(Collected data)
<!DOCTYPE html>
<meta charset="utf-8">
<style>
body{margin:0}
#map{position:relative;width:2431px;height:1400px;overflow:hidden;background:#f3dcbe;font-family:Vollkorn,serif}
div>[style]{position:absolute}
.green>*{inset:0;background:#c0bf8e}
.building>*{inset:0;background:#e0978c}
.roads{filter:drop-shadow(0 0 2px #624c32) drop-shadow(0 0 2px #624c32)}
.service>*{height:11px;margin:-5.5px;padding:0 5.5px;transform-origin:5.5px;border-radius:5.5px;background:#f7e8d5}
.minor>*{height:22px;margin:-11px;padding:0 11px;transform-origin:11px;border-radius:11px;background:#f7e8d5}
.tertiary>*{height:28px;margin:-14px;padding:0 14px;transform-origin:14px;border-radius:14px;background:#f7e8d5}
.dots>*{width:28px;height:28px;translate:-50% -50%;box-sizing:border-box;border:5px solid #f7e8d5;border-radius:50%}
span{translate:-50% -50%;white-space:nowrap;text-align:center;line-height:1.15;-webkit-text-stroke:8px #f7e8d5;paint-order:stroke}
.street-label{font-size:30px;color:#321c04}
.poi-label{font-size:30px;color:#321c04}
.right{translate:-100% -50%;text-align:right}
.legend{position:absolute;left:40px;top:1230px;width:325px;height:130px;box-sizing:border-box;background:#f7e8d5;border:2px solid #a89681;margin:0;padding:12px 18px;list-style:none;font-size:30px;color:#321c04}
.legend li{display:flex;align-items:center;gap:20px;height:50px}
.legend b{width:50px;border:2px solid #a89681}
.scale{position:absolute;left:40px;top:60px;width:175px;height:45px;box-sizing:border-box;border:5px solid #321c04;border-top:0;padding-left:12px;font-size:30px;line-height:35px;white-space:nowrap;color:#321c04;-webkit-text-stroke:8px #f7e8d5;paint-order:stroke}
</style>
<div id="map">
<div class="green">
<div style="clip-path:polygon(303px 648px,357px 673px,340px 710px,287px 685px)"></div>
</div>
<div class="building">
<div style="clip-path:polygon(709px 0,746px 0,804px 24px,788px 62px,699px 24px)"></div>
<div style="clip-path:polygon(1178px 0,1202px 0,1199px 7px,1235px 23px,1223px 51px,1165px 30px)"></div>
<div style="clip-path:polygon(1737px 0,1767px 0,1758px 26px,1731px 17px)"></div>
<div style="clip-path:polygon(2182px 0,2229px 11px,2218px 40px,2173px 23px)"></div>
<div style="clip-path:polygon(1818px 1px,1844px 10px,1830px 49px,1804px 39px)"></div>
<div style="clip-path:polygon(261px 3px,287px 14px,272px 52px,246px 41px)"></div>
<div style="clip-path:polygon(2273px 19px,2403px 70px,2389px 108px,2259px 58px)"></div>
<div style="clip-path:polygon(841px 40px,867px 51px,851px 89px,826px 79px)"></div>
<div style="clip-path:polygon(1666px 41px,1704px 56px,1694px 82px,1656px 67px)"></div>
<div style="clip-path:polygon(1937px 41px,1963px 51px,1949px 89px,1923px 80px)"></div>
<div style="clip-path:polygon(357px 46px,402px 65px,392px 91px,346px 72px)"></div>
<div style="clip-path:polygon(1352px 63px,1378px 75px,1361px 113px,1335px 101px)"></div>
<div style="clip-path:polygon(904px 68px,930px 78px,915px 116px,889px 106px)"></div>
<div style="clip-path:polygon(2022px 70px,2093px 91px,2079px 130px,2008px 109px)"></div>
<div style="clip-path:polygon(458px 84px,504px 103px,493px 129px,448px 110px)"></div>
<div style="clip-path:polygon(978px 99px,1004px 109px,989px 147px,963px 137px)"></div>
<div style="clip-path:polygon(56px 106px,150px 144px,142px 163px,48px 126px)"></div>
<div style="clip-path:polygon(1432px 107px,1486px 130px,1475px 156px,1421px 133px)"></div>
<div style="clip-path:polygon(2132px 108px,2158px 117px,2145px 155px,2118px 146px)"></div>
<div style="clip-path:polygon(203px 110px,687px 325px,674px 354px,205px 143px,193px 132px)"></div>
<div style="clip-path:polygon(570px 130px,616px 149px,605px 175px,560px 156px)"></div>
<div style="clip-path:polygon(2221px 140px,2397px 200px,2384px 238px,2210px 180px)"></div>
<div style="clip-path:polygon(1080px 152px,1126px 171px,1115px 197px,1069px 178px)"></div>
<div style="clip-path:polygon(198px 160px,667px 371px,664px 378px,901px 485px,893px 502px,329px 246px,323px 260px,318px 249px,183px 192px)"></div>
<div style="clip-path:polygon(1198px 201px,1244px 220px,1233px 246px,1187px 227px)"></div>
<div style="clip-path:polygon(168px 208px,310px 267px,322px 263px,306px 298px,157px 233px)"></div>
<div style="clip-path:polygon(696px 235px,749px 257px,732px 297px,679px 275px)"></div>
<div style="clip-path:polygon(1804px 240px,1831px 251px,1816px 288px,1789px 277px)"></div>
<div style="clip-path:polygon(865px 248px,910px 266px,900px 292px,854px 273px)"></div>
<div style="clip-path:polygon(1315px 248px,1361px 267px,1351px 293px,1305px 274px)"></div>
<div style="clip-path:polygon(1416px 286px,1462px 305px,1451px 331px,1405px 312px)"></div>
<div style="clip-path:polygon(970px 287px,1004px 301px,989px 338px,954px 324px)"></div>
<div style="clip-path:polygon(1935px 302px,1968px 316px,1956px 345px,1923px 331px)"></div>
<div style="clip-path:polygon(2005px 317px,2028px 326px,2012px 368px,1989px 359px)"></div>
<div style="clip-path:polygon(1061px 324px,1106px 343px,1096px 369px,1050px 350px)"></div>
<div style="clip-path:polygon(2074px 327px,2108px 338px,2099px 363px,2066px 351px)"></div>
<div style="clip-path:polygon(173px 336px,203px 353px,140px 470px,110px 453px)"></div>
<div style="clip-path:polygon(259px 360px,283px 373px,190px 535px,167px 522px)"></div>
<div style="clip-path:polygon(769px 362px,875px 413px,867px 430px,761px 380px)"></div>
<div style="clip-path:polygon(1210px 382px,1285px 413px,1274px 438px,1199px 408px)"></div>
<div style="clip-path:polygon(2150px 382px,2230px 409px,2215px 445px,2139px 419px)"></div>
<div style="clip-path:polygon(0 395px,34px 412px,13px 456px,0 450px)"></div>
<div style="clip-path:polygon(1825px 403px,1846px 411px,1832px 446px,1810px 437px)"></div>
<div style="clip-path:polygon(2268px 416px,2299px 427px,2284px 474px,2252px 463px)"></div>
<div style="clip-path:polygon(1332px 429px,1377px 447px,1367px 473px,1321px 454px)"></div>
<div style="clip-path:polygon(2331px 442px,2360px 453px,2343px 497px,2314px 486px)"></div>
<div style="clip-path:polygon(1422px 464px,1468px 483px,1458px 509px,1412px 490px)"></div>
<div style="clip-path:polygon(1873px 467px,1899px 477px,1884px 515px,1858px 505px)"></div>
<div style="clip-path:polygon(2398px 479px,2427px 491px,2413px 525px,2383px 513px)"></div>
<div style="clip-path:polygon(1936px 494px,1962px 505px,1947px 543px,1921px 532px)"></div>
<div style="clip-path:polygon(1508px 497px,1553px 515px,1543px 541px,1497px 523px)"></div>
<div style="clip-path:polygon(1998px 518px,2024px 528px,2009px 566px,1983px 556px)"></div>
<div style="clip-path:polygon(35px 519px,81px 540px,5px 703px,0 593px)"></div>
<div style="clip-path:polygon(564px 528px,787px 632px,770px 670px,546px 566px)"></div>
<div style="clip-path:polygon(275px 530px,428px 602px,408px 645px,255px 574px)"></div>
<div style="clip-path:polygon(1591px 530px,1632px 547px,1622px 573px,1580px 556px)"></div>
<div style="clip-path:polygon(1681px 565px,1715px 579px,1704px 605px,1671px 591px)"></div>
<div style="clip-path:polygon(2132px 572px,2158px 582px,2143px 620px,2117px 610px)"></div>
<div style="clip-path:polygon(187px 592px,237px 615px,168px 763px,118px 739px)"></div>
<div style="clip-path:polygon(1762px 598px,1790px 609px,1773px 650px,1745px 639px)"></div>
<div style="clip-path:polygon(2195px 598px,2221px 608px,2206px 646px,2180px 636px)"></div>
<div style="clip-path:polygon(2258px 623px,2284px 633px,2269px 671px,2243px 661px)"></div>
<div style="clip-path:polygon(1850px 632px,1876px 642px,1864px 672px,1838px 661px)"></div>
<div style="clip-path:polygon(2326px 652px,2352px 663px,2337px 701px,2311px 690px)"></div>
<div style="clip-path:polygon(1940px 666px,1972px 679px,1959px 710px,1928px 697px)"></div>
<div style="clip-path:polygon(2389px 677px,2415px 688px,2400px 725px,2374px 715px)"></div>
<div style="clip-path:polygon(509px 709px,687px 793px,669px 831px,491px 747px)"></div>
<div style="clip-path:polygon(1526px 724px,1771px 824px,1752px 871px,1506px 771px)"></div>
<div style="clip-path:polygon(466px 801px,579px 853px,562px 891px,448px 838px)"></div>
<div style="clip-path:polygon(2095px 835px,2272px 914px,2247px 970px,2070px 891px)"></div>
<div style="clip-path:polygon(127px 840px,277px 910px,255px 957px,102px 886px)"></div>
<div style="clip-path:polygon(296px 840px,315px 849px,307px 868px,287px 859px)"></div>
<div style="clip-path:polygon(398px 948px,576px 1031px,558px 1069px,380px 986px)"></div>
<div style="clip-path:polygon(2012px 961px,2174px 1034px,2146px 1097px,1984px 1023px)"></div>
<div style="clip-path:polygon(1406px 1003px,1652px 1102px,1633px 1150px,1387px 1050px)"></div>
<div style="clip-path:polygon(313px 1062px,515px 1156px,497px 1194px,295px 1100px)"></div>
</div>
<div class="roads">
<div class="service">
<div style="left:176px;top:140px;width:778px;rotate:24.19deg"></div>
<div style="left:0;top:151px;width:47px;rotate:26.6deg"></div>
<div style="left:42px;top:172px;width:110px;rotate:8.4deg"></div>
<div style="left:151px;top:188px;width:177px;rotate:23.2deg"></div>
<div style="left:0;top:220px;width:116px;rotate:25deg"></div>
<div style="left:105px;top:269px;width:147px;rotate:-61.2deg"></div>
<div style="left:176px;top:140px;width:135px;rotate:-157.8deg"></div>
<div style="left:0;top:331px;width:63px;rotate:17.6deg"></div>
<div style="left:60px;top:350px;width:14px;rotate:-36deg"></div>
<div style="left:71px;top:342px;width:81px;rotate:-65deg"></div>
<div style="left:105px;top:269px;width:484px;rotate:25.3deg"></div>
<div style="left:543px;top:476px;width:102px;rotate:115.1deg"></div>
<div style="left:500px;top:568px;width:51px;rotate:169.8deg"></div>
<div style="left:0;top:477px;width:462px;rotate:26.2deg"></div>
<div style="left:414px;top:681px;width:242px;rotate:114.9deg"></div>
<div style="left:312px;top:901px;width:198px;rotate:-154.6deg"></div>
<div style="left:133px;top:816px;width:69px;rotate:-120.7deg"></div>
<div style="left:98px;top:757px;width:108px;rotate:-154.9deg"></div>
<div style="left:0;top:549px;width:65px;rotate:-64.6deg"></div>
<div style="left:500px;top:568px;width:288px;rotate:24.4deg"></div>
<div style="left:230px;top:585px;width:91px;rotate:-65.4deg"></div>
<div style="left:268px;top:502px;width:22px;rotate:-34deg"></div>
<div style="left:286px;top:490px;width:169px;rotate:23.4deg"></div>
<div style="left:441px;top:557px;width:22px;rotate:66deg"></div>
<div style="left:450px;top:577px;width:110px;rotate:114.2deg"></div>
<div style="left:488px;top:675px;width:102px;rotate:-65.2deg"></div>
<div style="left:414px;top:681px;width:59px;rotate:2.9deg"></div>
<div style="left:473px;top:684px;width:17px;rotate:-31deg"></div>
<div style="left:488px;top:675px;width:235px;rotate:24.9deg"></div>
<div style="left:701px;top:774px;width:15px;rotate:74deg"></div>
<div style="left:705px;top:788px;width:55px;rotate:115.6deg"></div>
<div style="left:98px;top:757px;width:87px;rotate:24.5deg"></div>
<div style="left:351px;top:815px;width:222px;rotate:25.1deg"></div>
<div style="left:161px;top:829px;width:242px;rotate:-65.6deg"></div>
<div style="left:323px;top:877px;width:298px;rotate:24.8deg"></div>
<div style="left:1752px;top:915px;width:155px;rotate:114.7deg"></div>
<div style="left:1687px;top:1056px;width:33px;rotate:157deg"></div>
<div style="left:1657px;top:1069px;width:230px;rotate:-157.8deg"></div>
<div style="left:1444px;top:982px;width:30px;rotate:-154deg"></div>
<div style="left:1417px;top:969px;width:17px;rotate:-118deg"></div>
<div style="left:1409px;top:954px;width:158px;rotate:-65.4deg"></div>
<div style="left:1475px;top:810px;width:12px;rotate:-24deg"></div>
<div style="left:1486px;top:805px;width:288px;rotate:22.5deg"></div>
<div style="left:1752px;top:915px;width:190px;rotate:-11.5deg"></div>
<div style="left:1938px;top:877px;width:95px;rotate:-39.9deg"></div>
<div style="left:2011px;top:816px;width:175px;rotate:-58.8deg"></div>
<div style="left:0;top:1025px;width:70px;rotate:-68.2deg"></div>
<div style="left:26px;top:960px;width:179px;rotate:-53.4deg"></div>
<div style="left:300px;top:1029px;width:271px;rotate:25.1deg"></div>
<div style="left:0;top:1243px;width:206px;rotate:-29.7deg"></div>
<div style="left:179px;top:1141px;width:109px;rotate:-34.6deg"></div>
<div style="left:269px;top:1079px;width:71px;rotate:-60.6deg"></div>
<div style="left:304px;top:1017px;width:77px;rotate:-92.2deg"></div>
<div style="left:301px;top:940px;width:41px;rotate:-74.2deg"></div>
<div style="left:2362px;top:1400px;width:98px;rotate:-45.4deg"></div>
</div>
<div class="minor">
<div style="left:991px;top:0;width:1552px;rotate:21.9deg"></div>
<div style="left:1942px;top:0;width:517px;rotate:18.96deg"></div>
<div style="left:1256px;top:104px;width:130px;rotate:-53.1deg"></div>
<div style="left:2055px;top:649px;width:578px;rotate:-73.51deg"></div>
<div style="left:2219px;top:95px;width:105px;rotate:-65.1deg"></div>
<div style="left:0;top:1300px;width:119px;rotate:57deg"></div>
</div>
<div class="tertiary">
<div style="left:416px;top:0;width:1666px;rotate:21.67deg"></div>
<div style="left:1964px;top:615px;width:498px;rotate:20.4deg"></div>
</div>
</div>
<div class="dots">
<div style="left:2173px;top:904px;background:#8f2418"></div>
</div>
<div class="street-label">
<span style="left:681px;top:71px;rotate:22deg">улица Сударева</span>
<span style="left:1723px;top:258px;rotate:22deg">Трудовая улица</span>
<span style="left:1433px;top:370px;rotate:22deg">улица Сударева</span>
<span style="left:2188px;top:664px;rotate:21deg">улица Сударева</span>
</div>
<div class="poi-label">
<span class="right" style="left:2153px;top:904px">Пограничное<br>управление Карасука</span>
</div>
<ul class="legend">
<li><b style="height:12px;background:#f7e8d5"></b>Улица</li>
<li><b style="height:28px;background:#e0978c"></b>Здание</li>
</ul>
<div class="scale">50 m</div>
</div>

**ASSIGNMENT:** The output should be exactly the lines above from the line containing "429px,1377px 447px,1367px 473px,1321px" to the line containing "666px,1972px 679px,1959px 710px,1928px", inclusive, with no other lines.

**OUTPUT OF THE TASK:**
<div style="clip-path:polygon(1332px 429px,1377px 447px,1367px 473px,1321px 454px)"></div>
<div style="clip-path:polygon(2331px 442px,2360px 453px,2343px 497px,2314px 486px)"></div>
<div style="clip-path:polygon(1422px 464px,1468px 483px,1458px 509px,1412px 490px)"></div>
<div style="clip-path:polygon(1873px 467px,1899px 477px,1884px 515px,1858px 505px)"></div>
<div style="clip-path:polygon(2398px 479px,2427px 491px,2413px 525px,2383px 513px)"></div>
<div style="clip-path:polygon(1936px 494px,1962px 505px,1947px 543px,1921px 532px)"></div>
<div style="clip-path:polygon(1508px 497px,1553px 515px,1543px 541px,1497px 523px)"></div>
<div style="clip-path:polygon(1998px 518px,2024px 528px,2009px 566px,1983px 556px)"></div>
<div style="clip-path:polygon(35px 519px,81px 540px,5px 703px,0 593px)"></div>
<div style="clip-path:polygon(564px 528px,787px 632px,770px 670px,546px 566px)"></div>
<div style="clip-path:polygon(275px 530px,428px 602px,408px 645px,255px 574px)"></div>
<div style="clip-path:polygon(1591px 530px,1632px 547px,1622px 573px,1580px 556px)"></div>
<div style="clip-path:polygon(1681px 565px,1715px 579px,1704px 605px,1671px 591px)"></div>
<div style="clip-path:polygon(2132px 572px,2158px 582px,2143px 620px,2117px 610px)"></div>
<div style="clip-path:polygon(187px 592px,237px 615px,168px 763px,118px 739px)"></div>
<div style="clip-path:polygon(1762px 598px,1790px 609px,1773px 650px,1745px 639px)"></div>
<div style="clip-path:polygon(2195px 598px,2221px 608px,2206px 646px,2180px 636px)"></div>
<div style="clip-path:polygon(2258px 623px,2284px 633px,2269px 671px,2243px 661px)"></div>
<div style="clip-path:polygon(1850px 632px,1876px 642px,1864px 672px,1838px 661px)"></div>
<div style="clip-path:polygon(2326px 652px,2352px 663px,2337px 701px,2311px 690px)"></div>
<div style="clip-path:polygon(1940px 666px,1972px 679px,1959px 710px,1928px 697px)"></div>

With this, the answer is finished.